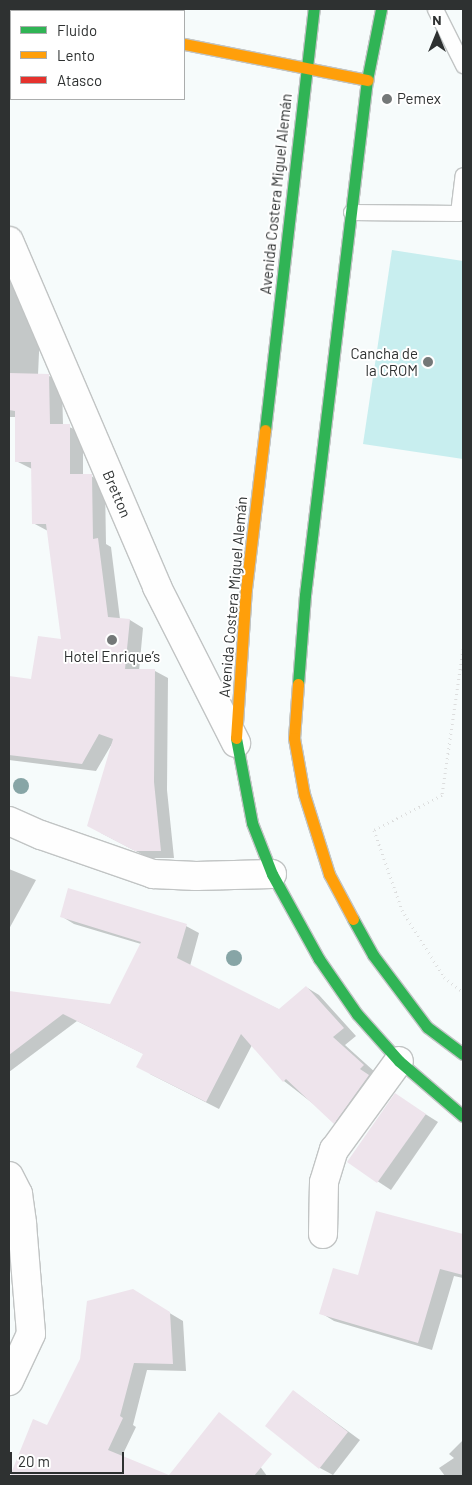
<!DOCTYPE html>
<meta charset="utf-8">
<style>
body{margin:0}
#map{position:relative;width:472px;height:1485px;overflow:hidden;background:#f6fbfb;font-family:Barlow,sans-serif}
div>[style]{position:absolute}
.green>*{inset:0;background:#c8eeef}
.shadow>*{inset:0;background:#0003}
.building>*{inset:0;background:#eee4ec}
.path>*{height:3px;margin-top:-1.5px;transform-origin:0;background:repeating-linear-gradient(90deg,#dddede 0 1px,transparent 0 5px)}
.roads{filter:drop-shadow(1px 0 #c1c4c4) drop-shadow(-1px 0 #c1c4c4) drop-shadow(0 1px #c1c4c4) drop-shadow(0 -1px #c1c4c4)}
.lane>*{height:15px;margin:-7.5px;padding:0 7.5px;transform-origin:7.5px;border-radius:7.5px;background:#fefefe}
.street>*{height:28px;margin:-14px;padding:0 14px;transform-origin:14px;border-radius:14px;background:#fefefe}
.fast>*{height:11px;margin:-5.5px;padding:0 5.5px;transform-origin:5.5px;border-radius:5.5px;background:#30b455}
.slow>*{height:11px;margin:-5.5px;padding:0 5.5px;transform-origin:5.5px;border-radius:5.5px;background:#ff9f0a}
.jam>*{height:11px;margin:-5.5px;padding:0 5.5px;transform-origin:5.5px;border-radius:5.5px;background:#e5322d}
.trees>*{width:16px;height:16px;margin:-8px;border-radius:50%;background:#87a5a6}
.dots>*{width:14px;height:14px;translate:-50% -50%;box-sizing:border-box;border:2px solid #fff;border-radius:50%}
span{translate:-50% -50%;white-space:nowrap;text-align:center;line-height:1.15;-webkit-text-stroke:4px #fff;paint-order:stroke}
.poi-label{font-size:15px;color:#2e3131}
.left{translate:0 -50%;text-align:left}
.right{translate:-100% -50%;text-align:right}
.street-label{font-size:15px;color:#2e3131}
.frame{position:absolute;inset:0;border:10px solid #2e3131;pointer-events:none}
.legend{position:absolute;left:10px;top:10px;width:175px;height:90px;box-sizing:border-box;background:#fff;border:1px solid #abadad;margin:0;padding:6px 9px;list-style:none;font-size:15px;color:#2e3131}
.legend li{display:flex;align-items:center;gap:10px;height:25px}
.legend b{width:25px;border:1px solid #abadad}
.north{position:absolute;left:412px;top:10px;width:50px;height:50px;-webkit-text-stroke:4px #fff;paint-order:stroke;rotate:0deg;font-size:14px;font-weight:700;line-height:20px;text-align:center;color:#2e3131}
.north::after{content:'';display:block;margin:auto;width:18px;height:22px;background:#2e3131;clip-path:polygon(50% 0,100% 100%,50% 72%,0 100%)}
.scale{position:absolute;left:10px;top:1452px;width:114px;height:22px;box-sizing:border-box;border:2px solid #2e3131;border-top:0;padding-left:6px;font-size:15px;line-height:18px;white-space:nowrap;color:#2e3131;-webkit-text-stroke:4px #fff;paint-order:stroke}
</style>
<div id="map">
<div class="green">
<div style="clip-path:polygon(392px 250px,463px 261px,463px 459px,363px 444px)"></div>
</div>
<div class="shadow">
<div style="clip-path:polygon(9px 262px,40px 331px,38px 375px,49px 376px,62px 383px,63px 425px,83px 432px,83px 475px,91px 476px,105px 483px,106px 544px,111px 547px,120px 619px,130px 620px,143px 628px,139px 671px,155px 671px,168px 678px,167px 790px,174px 858px,149px 858px,101px 833px,113px 742px,96px 771px,9px 760px,9px 677px,32px 680px,63px 641px,48px 531px,33px 523px,32px 469px,16px 461px,16px 417px,9px 417px)"></div>
<div style="clip-path:polygon(9px 869px,36px 880px,9px 929px)"></div>
<div style="clip-path:polygon(61px 916px,186px 926px,199px 933px,190px 966px,280px 1010px,306px 987px,319px 995px,356px 1036px,345px 1045px,376px 1073px,347px 1130px,284px 1081px,252px 1045px,219px 1109px,150px 1074px,144px 1054px,77px 1021px,9px 1072px,9px 992px,129px 1007px,141px 944px,74px 924px)"></div>
<div style="clip-path:polygon(395px 1095px,438px 1122px,391px 1190px,348px 1162px)"></div>
<div style="clip-path:polygon(377px 1213px,463px 1235px,463px 1278px,454px 1276px,432px 1350px,334px 1321px,321px 1313px,359px 1277px)"></div>
<div style="clip-path:polygon(146px 1299px,183px 1321px,186px 1371px,147px 1370px,133px 1425px,136px 1427px,122px 1456px,138px 1466px,134px 1476px,18px 1476px,12px 1473px)"></div>
<div style="clip-path:polygon(293px 1391px,360px 1440px,333px 1475px,320px 1468px)"></div>
<div style="clip-path:polygon(230px 1425px,267px 1476px,178px 1476px,173px 1472px)"></div>
<div style="clip-path:polygon(463px 1440px,463px 1476px,445px 1476px,439px 1468px,454px 1458px,449px 1454px)"></div>
</div>
<div class="building">
<div style="clip-path:polygon(9px 373px,49px 374px,50px 424px,70px 424px,70px 474px,92px 474px,93px 539px,98px 538px,108px 617px,130px 619px,125px 669px,155px 669px,154px 782px,161px 851px,135px 851px,87px 826px,113px 739px,99px 734px,82px 764px,9px 755px,9px 676px,31px 679px,38px 636px,61px 639px,46px 524px,32px 524px,31px 462px,15px 462px,15px 411px,9px 410px)"></div>
<div style="clip-path:polygon(68px 888px,187px 924px,177px 958px,279px 1009px,306px 986px,344px 1028px,333px 1037px,364px 1065px,360px 1069px,369px 1075px,334px 1124px,286px 1079px,283px 1082px,241px 1034px,206px 1102px,136px 1067px,143px 1054px,63px 1014px,9px 1055px,9px 991px,110px 1004px,141px 942px,60px 917px)"></div>
<div style="clip-path:polygon(395px 1093px,426px 1114px,377px 1183px,347px 1162px)"></div>
<div style="clip-path:polygon(376px 1211px,463px 1234px,463px 1275px,440px 1269px,418px 1343px,319px 1314px,333px 1268px,358px 1275px)"></div>
<div style="clip-path:polygon(133px 1289px,170px 1312px,173px 1364px,134px 1363px,120px 1416px,123px 1418px,108px 1450px,169px 1475px,219px 1412px,272px 1454px,254px 1476px,10px 1476px,33px 1419px,47px 1425px,80px 1359px,87px 1301px)"></div>
<div style="clip-path:polygon(293px 1390px,348px 1432px,319px 1469px,265px 1426px)"></div>
</div>
<div class="path">
<div style="left:463px;top:649px;width:148px;rotate:98.2deg"></div>
<div style="left:442px;top:795px;width:76px;rotate:152.8deg"></div>
<div style="left:374px;top:830px;width:85px;rotate:70.7deg"></div>
<div style="left:402px;top:910px;width:79px;rotate:57.9deg"></div>
<div style="left:444px;top:977px;width:24px;rotate:38deg"></div>
</div>
<div class="roads">
<div class="lane">
<div style="left:435px;top:9px;width:63px;rotate:63.4deg"></div>
<div style="left:351px;top:212px;width:107px;rotate:0.5deg"></div>
<div style="left:458px;top:213px;width:38px;rotate:-83deg"></div>
</div>
<div class="street">
<div style="left:9px;top:241px;width:376px;rotate:66.8deg"></div>
<div style="left:157px;top:587px;width:175px;rotate:63.1deg"></div>
<div style="left:9px;top:821px;width:35px;rotate:24deg"></div>
<div style="left:41px;top:835px;width:119px;rotate:19.2deg"></div>
<div style="left:153px;top:874px;width:43px;rotate:2.7deg"></div>
<div style="left:196px;top:876px;width:76px;rotate:-1.5deg"></div>
<div style="left:9px;top:1176px;width:20px;rotate:63deg"></div>
<div style="left:18px;top:1194px;width:30px;rotate:82deg"></div>
<div style="left:22px;top:1224px;width:110px;rotate:85.3deg"></div>
<div style="left:31px;top:1334px;width:52px;rotate:115.1deg"></div>
<div style="left:323px;top:1234px;width:52px;rotate:-88.9deg"></div>
<div style="left:324px;top:1182px;width:34px;rotate:-73deg"></div>
<div style="left:334px;top:1150px;width:110px;rotate:-53.9deg"></div>
</div>
<div class="fast">
<div style="left:265px;top:430px;width:424px;rotate:-83.4deg"></div>
<div style="left:298px;top:684px;width:89px;rotate:-85.5deg"></div>
<div style="left:305px;top:595px;width:519px;rotate:-83.14deg"></div>
<div style="left:367px;top:80px;width:72px;rotate:-78.8deg"></div>
<div style="left:236px;top:738px;width:86px;rotate:79.3deg"></div>
<div style="left:252px;top:823px;width:55px;rotate:68.6deg"></div>
<div style="left:272px;top:874px;width:97px;rotate:61.1deg"></div>
<div style="left:319px;top:959px;width:67px;rotate:55.4deg"></div>
<div style="left:357px;top:1014px;width:63px;rotate:48.2deg"></div>
<div style="left:399px;top:1061px;width:84px;rotate:40.7deg"></div>
<div style="left:353px;top:919px;width:41px;rotate:60.9deg"></div>
<div style="left:373px;top:955px;width:90px;rotate:53.1deg"></div>
<div style="left:427px;top:1027px;width:45px;rotate:36.9deg"></div>
</div>
<div class="slow">
<div style="left:184px;top:44px;width:187px;rotate:11.1deg"></div>
<div style="left:298px;top:684px;width:54px;rotate:94.2deg"></div>
<div style="left:294px;top:738px;width:57px;rotate:79.9deg"></div>
<div style="left:304px;top:794px;width:84px;rotate:72.6deg"></div>
<div style="left:329px;top:874px;width:51px;rotate:61.9deg"></div>
<div style="left:236px;top:738px;width:149px;rotate:-86.2deg"></div>
<div style="left:246px;top:589px;width:160px;rotate:-83.2deg"></div>
</div>
<div class="jam">
<div style="left:9px;top:11px;width:2px"></div>
</div>
</div>
<div class="trees">
<div style="left:21px;top:786px"></div>
<div style="left:234px;top:958px"></div>
</div>
<div class="dots">
<div style="left:387px;top:99px;background:#747878"></div>
<div style="left:428px;top:362px;background:#747878"></div>
<div style="left:112px;top:640px;background:#747878"></div>
</div>
<div class="poi-label">
<span class="left" style="left:397px;top:99px">Pemex</span>
<span class="right" style="left:418px;top:362px">Cancha de<br>la CROM</span>
<span style="left:112px;top:657px">Hotel Enrique’s</span>
</div>
<div class="street-label">
<span style="left:276px;top:194px;rotate:-84deg">Avenida Costera Miguel Alemán</span>
<span style="left:117px;top:494px;rotate:67deg">Bretton</span>
<span style="left:233px;top:597px;rotate:-85deg">Avenida Costera Miguel Alemán</span>
</div>
<div class="frame"></div>
<ul class="legend">
<li><b style="height:6px;background:#30b455"></b>Fluido</li>
<li><b style="height:6px;background:#ff9f0a"></b>Lento</li>
<li><b style="height:6px;background:#e5322d"></b>Atasco</li>
</ul>
<div class="north">N</div>
<div class="scale">20 m</div>
</div>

————————

Problem = Wherever the string "webkit" appears in the data above, copy the line it sits in.

Solution =
span{translate:-50% -50%;white-space:nowrap;text-align:center;line-height:1.15;-webkit-text-stroke:4px #fff;paint-order:stroke}
.north{position:absolute;left:412px;top:10px;width:50px;height:50px;-webkit-text-stroke:4px #fff;paint-order:stroke;rotate:0deg;font-size:14px;font-weight:700;line-height:20px;text-align:center;color:#2e3131}
.scale{position:absolute;left:10px;top:1452px;width:114px;height:22px;box-sizing:border-box;border:2px solid #2e3131;border-top:0;padding-left:6px;font-size:15px;line-height:18px;white-space:nowrap;color:#2e3131;-webkit-text-stroke:4px #fff;paint-order:stroke}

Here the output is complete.